Furthermore, improvements of lung function parameters and exercise capacity could be observed, which confirmed the results of earlier trials []. Especially the RV decreased by −0.62 L ± 1.08 and −0.70 L ± 1.06 and the FEV1 increased by 0.08 L ± 0.16 and 0.08 L ± 0.14 (each p < 0.001) at the follow-ups as a sign of a more effective respiratory mechanic. As well, a significant part of patients even met the efficacy threshold for FEV1 of 15% improvement (40% and 38% at 3- and 6-month follow-up) and exercise capacity of more than 25 m additional walking distance (54% and 52% respectively). As an anticipated complication pneumothorax occurred in 21 cases (16%) which is nearly comparable to the rates of earlier studies [-].
Nine emphysema patients with hypercapnia who were treated by valves were excluded from this analysis, as NIV was started prior to or immediate following endoscopic valve treatment and thus may influence the impact of valve therapy on hypercapnia. Although this study demonstrates the benefits of valve therapy on hypercapnia, in some patients who are considered to be at high risk for an acute on chronic respiratory failure due to invasive treatment, NIV should be started prior to intervention to avoid such a complication. As there is no pCO2 threshold up to which a valve therapy can be safely performed, clinical aspects, e.g., symptoms of hypercapnia or muscle wasting, must be taken into account.
The limitation of this study is its retrospective character. Several patients were lost to follow-up, particularly at 6-month FU (e.g., as they lived far away from the hospital, refused further FU) that may influence the results. Therefore, the encouraging findings of this study must be evaluated in a bigger prospective trial.
Conclusion
In summary, endoscopic valve therapy can reduce hypercapnia in patients with severe emphysema by reduction of hyperinflation. Valve therapy will not replace NIV in hypercapnia therapy, but patients with stable hypercapnic patients should not be excluded from this therapeutic approach.
Statement of Ethics
All patients gave general consent for scientific use of the data. The Local Ethics Committee of the Medical University of Heidelberg approved the protocol of this trial (S-202/2017). For this retrospective analysis, no further written informed was required.
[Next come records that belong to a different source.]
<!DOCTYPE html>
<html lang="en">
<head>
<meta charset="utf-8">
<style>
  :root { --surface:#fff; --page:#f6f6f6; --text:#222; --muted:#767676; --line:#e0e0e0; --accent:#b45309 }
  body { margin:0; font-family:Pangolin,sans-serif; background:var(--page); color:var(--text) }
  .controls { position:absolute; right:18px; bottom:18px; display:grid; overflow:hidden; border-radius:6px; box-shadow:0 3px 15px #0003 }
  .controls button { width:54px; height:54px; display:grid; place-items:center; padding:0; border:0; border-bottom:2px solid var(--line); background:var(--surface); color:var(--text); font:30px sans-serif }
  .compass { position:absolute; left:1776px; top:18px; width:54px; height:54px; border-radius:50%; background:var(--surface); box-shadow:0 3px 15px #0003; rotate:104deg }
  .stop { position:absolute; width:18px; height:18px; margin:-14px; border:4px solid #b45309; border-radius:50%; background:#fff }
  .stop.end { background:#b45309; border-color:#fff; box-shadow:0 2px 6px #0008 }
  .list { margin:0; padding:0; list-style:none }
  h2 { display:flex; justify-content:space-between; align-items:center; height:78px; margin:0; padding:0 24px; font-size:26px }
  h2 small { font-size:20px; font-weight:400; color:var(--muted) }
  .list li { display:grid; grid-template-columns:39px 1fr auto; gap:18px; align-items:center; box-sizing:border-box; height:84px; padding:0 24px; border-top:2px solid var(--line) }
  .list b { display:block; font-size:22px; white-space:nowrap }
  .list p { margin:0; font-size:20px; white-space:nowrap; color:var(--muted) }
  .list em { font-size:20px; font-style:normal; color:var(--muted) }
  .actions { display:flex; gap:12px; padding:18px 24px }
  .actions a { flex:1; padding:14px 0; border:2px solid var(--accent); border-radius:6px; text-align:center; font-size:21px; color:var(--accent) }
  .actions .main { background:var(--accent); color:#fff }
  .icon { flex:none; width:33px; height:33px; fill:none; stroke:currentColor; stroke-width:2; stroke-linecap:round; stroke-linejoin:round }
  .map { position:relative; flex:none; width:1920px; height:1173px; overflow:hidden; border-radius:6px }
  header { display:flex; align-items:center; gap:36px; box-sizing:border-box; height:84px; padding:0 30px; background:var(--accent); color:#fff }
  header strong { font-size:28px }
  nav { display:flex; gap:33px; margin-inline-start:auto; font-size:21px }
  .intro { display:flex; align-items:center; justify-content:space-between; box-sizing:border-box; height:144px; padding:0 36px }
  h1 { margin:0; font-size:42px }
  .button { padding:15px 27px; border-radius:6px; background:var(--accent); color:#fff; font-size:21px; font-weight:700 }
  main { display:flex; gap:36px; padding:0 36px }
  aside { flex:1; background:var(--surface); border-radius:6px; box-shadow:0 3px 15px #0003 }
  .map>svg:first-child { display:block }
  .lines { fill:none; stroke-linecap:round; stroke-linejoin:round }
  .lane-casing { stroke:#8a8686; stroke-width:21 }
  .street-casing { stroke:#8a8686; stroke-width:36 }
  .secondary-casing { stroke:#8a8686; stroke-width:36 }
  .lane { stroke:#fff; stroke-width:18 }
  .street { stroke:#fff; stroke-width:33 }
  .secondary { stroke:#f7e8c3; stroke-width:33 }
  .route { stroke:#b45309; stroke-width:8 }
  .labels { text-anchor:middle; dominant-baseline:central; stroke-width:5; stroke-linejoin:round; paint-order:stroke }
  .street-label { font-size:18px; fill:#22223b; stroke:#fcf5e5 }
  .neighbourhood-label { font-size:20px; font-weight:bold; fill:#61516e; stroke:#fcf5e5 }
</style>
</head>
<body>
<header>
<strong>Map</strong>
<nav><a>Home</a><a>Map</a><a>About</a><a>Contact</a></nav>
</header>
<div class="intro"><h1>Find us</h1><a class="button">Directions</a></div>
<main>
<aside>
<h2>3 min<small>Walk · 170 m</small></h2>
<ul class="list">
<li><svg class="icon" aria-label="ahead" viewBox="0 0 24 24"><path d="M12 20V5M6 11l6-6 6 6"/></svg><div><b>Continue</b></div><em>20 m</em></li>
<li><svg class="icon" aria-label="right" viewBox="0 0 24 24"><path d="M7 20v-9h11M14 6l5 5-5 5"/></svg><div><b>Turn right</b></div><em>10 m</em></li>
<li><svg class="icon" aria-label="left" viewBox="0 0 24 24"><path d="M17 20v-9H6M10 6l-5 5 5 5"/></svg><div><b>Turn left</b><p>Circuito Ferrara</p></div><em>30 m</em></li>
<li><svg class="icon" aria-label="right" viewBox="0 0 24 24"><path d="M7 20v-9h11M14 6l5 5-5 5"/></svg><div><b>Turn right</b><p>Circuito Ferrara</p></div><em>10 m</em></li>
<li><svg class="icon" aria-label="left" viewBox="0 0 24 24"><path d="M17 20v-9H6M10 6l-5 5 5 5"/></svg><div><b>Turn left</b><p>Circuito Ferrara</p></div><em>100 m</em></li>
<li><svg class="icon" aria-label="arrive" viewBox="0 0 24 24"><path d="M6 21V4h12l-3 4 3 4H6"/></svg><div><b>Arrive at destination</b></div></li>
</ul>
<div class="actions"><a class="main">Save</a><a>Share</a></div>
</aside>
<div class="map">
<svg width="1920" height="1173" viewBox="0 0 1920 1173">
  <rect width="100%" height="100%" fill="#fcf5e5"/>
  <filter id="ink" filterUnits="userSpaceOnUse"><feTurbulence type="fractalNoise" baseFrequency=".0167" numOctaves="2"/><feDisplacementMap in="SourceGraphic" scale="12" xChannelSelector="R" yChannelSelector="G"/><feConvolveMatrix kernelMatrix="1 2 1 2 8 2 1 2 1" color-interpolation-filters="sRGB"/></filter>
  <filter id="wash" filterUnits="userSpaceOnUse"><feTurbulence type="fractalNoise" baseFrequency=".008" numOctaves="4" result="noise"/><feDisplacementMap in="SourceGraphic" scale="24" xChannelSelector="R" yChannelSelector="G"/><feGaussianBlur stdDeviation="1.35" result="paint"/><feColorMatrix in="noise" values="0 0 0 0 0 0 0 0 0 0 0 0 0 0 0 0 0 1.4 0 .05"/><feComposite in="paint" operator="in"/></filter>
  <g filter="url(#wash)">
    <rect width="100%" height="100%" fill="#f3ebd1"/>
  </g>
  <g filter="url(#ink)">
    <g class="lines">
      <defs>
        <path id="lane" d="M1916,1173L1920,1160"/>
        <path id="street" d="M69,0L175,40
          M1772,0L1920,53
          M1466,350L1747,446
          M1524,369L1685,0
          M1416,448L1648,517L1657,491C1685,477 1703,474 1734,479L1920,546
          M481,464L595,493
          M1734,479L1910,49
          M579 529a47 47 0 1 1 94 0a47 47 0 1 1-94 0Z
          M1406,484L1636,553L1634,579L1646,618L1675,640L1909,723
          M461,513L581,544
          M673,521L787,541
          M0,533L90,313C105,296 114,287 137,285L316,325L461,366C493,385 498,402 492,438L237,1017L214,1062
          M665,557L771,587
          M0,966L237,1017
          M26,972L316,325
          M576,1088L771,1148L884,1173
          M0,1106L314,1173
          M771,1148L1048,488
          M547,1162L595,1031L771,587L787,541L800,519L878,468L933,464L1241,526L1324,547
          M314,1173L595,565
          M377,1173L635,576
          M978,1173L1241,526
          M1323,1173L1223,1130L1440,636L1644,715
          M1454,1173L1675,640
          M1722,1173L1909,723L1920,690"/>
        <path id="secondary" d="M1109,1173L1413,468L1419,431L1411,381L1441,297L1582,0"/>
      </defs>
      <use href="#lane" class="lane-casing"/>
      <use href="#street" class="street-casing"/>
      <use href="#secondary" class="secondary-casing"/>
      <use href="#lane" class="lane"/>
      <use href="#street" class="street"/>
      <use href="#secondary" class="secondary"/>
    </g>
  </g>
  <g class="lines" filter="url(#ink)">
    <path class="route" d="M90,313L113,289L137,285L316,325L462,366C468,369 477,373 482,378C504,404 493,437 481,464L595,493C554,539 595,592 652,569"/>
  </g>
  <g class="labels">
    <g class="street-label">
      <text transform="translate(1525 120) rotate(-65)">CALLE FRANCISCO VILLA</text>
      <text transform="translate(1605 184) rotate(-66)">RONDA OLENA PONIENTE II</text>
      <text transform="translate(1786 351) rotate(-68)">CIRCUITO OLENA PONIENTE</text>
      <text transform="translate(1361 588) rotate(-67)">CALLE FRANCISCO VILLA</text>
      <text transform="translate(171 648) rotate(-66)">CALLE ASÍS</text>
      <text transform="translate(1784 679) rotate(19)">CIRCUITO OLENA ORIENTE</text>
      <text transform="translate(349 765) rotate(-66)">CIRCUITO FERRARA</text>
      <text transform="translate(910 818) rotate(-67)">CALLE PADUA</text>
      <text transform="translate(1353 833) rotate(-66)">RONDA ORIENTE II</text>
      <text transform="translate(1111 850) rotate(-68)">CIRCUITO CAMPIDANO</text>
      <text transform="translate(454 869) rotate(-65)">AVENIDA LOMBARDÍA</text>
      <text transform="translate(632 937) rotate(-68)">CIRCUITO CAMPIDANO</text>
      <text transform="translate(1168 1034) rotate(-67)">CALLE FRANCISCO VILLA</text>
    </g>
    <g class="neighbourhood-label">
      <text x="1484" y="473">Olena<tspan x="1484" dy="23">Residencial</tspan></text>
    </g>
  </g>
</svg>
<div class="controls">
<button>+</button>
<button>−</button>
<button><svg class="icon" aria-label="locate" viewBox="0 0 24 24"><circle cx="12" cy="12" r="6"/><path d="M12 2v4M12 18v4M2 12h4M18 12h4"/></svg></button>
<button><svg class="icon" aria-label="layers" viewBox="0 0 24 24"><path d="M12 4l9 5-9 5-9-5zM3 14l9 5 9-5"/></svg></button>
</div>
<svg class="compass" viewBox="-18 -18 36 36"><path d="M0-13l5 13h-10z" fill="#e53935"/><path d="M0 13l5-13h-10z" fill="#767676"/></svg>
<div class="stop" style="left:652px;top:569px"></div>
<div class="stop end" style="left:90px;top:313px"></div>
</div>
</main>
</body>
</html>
Conflict of Interest Statement
The authors declare that they have no competing interests.
Funding Sources
There are no funding regarding this study.
Author Contributions
Matthias Roetting: data acquisition, analysis, and interpretation; Katharina Kriegsmann: statistical analysis; Markus Polke and Nilab Polke: data acquisition; Konstantina Kontogianni: data acquisition; Ralf Eberhardt: substantial revision and providing infrastructure; Felix J.F. Herth: substantial revision and providing infrastructure; Daniela Gompelmann: conception/design of the work and supervision.
Data Availibility Statement
All data generated and analysed during this study are included in this article. Further enquiries regarding the generated data can be directed to the corresponding author.